- Born: Los Angeles, California, U.S.
- Known for: Portrait photography
- Website: Copious Management

= Sheryl Nields =

American portrait photographer

Sheryl Nields is an American portrait photographer.

== Early life and education==
Nields grew up in Los Angeles, California. She attended Parsons School of Design, and then worked as an assistant to Patrick Demarchelier and Walter Chin. She started photographing musicians and bands. A photograph of Beck appeared in Spin in 1994.

== Career==
Nields has photographed actors and musicians including Sheryl Crow, Christina Hendricks, Scarlett Johansson, Milla Jovovich, Diane Lane, Tobey Maguire, Prince, Ben Stiller, Charlize Theron, and Naomi Watts.

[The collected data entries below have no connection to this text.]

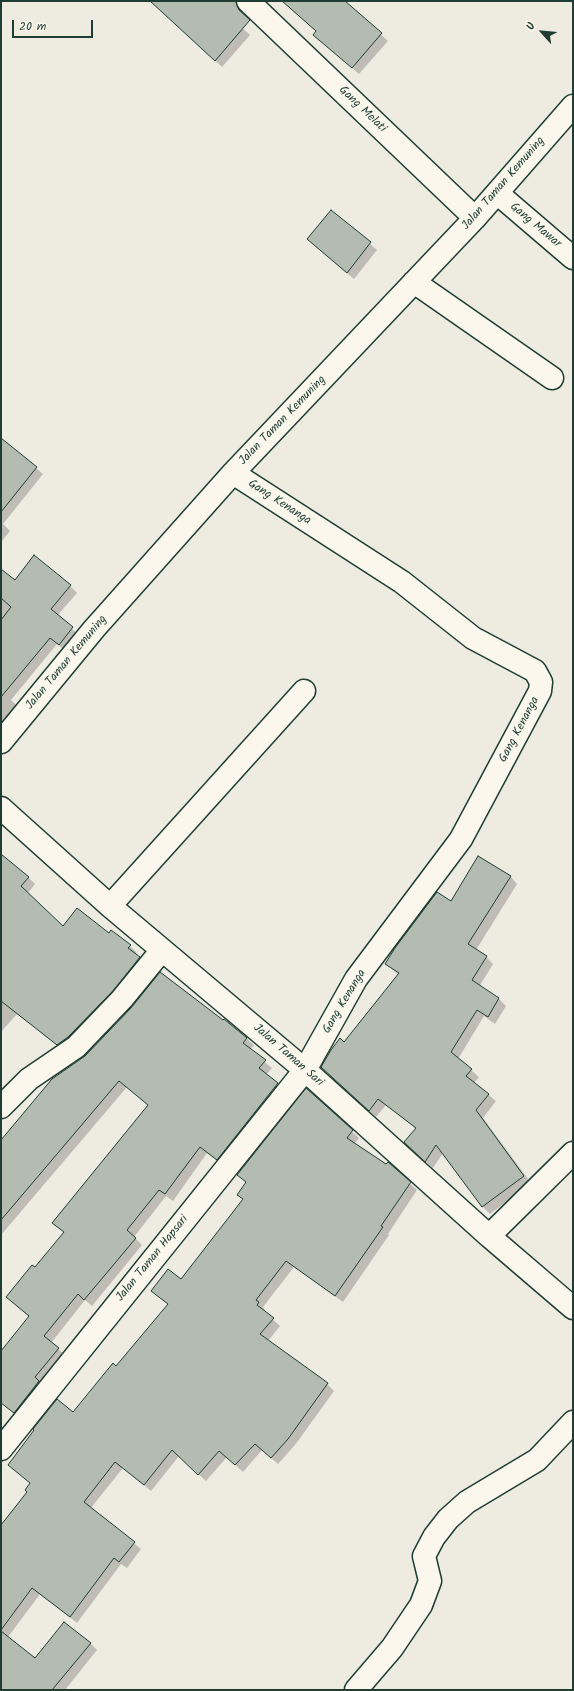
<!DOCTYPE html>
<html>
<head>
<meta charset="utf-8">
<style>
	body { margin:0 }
	#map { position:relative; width:574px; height:1691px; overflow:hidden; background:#eeece1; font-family:Kalam,sans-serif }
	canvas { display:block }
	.frame { position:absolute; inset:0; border:2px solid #1f3d34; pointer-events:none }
	.north { position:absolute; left:522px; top:12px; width:40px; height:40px; -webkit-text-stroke:3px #fbf7ec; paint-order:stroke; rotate:297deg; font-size:11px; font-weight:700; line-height:16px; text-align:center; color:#1f3d34 }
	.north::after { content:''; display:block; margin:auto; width:14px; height:18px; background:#1f3d34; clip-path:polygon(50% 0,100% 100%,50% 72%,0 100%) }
	.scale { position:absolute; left:12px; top:20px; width:81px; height:18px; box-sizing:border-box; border:2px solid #1f3d34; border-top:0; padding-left:5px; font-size:12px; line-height:14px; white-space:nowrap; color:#1f3d34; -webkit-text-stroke:3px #fbf7ec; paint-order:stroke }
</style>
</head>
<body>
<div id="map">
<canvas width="574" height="1691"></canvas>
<div class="frame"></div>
<div class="north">U</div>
<div class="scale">20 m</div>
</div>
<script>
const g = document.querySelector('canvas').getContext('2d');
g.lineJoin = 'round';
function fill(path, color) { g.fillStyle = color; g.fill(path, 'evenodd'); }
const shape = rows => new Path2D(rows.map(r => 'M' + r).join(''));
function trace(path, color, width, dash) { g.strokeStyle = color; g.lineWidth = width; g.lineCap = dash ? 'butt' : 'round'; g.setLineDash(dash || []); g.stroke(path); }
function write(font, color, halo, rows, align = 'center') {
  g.font = font + ' Kalam,sans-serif'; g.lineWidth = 3; g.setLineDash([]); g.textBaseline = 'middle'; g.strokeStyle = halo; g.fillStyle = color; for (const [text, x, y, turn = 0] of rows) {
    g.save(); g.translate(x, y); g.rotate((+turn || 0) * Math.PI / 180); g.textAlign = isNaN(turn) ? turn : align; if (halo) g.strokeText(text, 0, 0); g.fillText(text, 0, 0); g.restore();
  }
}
const shadow = shape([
	[151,1,212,1,250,35,222,67],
	[282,1,344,1,388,41,359,74,321,41,317,32],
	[332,211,377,250,354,279,315,246],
	[1,439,43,474,3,524,10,531,1,542],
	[15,581,70,586,77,593,57,616,79,635,66,651,57,644,11,700,18,707,1,727,1,586],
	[1,869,28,877,35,884,27,894,63,928,109,934,112,931,130,946,137,953,135,955,146,965,65,1051,17,1014,1,1032],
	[510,876,517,884,476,950,486,957,493,964,479,987,499,999,506,1006,495,1024,484,1016,458,1059,479,1077,474,1083,496,1101,483,1118,531,1183,490,1214,483,1207,443,1153,433,1168,412,1149,416,1129,386,1105,376,1117,329,1074,345,1043,399,975,386,964,451,902],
	[225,1020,254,1045,250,1050,272,1068,266,1075,284,1091,224,1166,207,1153,173,1201,166,1196,134,1237,142,1245,92,1306,85,1300,51,1343,65,1355,21,1419,1,1403,1,1351,29,1317,7,1297,35,1268,65,1233,54,1223,149,1106,127,1087,1,1235,1,1141],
	[307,1090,359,1138,354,1144,386,1166,388,1163,417,1190,388,1234,389,1235,343,1302,294,1267,263,1307,265,1310,264,1312,280,1326,268,1341,327,1384,334,1391,295,1445,278,1464,262,1450,243,1472,227,1457,206,1481,179,1456,151,1491,123,1468,90,1509,141,1549,127,1568,121,1564,77,1623,40,1594,8,1637,36,1659,90,1643,97,1650,65,1690,1,1690,1,1527,28,1492,30,1483,9,1465,74,1414,116,1368,169,1305,182,1281,244,1200,239,1195,247,1183,238,1175]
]);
const building = shape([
	[150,1,236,1,239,10,250,20,215,61,150,1],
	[282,1,345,1,382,33,352,68,313,35,316,31,282,1],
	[331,210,371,242,347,273,307,239,331,210],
	[1,438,37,467,1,512,1,438],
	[34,555,71,585,51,609,73,627,59,645,50,638,1,697,1,620,11,607,1,598,1,569,15,580,34,555],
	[1,854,29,877,21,886,63,926,77,908,109,933,111,930,131,945,128,948,140,957,113,991,68,1037,57,1045,1,1001,1,854],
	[478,856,511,876,468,944,487,956,472,980,499,998,488,1017,477,1010,451,1052,472,1069,466,1076,489,1094,476,1110,524,1176,482,1207,436,1145,425,1162,404,1142,416,1128,378,1099,369,1111,321,1067,331,1050,340,1038,344,1042,399,973,385,964,395,948,437,892,451,901,478,856],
	[160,972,223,1020,224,1019,247,1038,243,1043,266,1060,259,1068,278,1083,217,1160,200,1147,165,1194,159,1190,127,1230,136,1238,84,1300,78,1294,44,1336,59,1348,35,1377,39,1381,14,1413,1,1403,1,1351,29,1316,6,1297,32,1265,35,1267,64,1232,52,1223,148,1105,119,1081,1,1220,1,1140,52,1079,85,1056,131,1008,160,972],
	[306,1088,353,1130,347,1138,386,1164,388,1162,411,1182,381,1226,383,1227,335,1296,286,1261,256,1300,259,1302,257,1305,274,1318,260,1334,328,1383,288,1439,271,1458,255,1444,235,1465,219,1451,198,1475,172,1450,144,1485,115,1462,84,1502,135,1542,119,1562,114,1558,70,1617,32,1588,1,1630,1,1525,27,1492,25,1490,30,1483,8,1465,34,1430,33,1429,57,1399,73,1412,113,1363,116,1366,168,1304,151,1291,168,1269,181,1279,243,1199,237,1195,246,1182,237,1175,306,1088],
	[64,1622,91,1643,52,1690,1,1690,1,1631,35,1658,64,1622]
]);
const minor = shape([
	[248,1,475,218],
	[497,193,573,258],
	[414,282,552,378],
	[1,742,94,629,233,473,475,218,573,106],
	[1,808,110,906,305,1070,489,1236,573,1308],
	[110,906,304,691],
	[1,1107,29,1079,76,1047,122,999,162,950],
	[489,1236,573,1153],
	[1,1449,305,1070,356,979,461,839,540,691,541,682,535,671,473,638,402,582,233,473],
	[356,1690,392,1648,421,1605,430,1581,424,1556,434,1537,448,1519,467,1502,537,1460,573,1422]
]);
const streetNames = [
	["Gang Melati",362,110,44],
	["Jalan Taman Kemuning",504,184,-49],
	["Gang Mawar",535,226,40],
	["Jalan Taman Kemuning",283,421,-46],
	["Gang Kenanga",279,503,33],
	["Jalan Taman Kemuning",67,663,-50],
	["Gang Kenanga",520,730,-62],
	["Gang Kenanga",345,1002,-59],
	["Jalan Taman Sari",288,1056,41],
	["Jalan Taman Hapsari",153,1259,-51]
];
fill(shadow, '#0003');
fill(building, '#b4bbb0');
trace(building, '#1f3d34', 1);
trace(minor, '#1f3d34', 25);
trace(minor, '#fbf7ec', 22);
write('12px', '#1f3d34', '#fbf7ec', streetNames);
</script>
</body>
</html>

Nields was among the thirty-five photographers included by Fergus Greer in The World’s Top Photographers: Portraits in 2004. In 2005 she photographed Carmen Electra for 4 Inches, a fundraising book and auction project for the Elton John AIDS Foundation. A photograph of Jack Black was used for the movie poster for Nacho Libre in 2006. In 2009 she photographed Dita Von Teese for Dita Stripteese, a collection of three striptease flip books. For Traummänner at the Deichtorhallen in Hamburg in 2011, she photographed a friend in a Spider-Man mask and sweatshirt.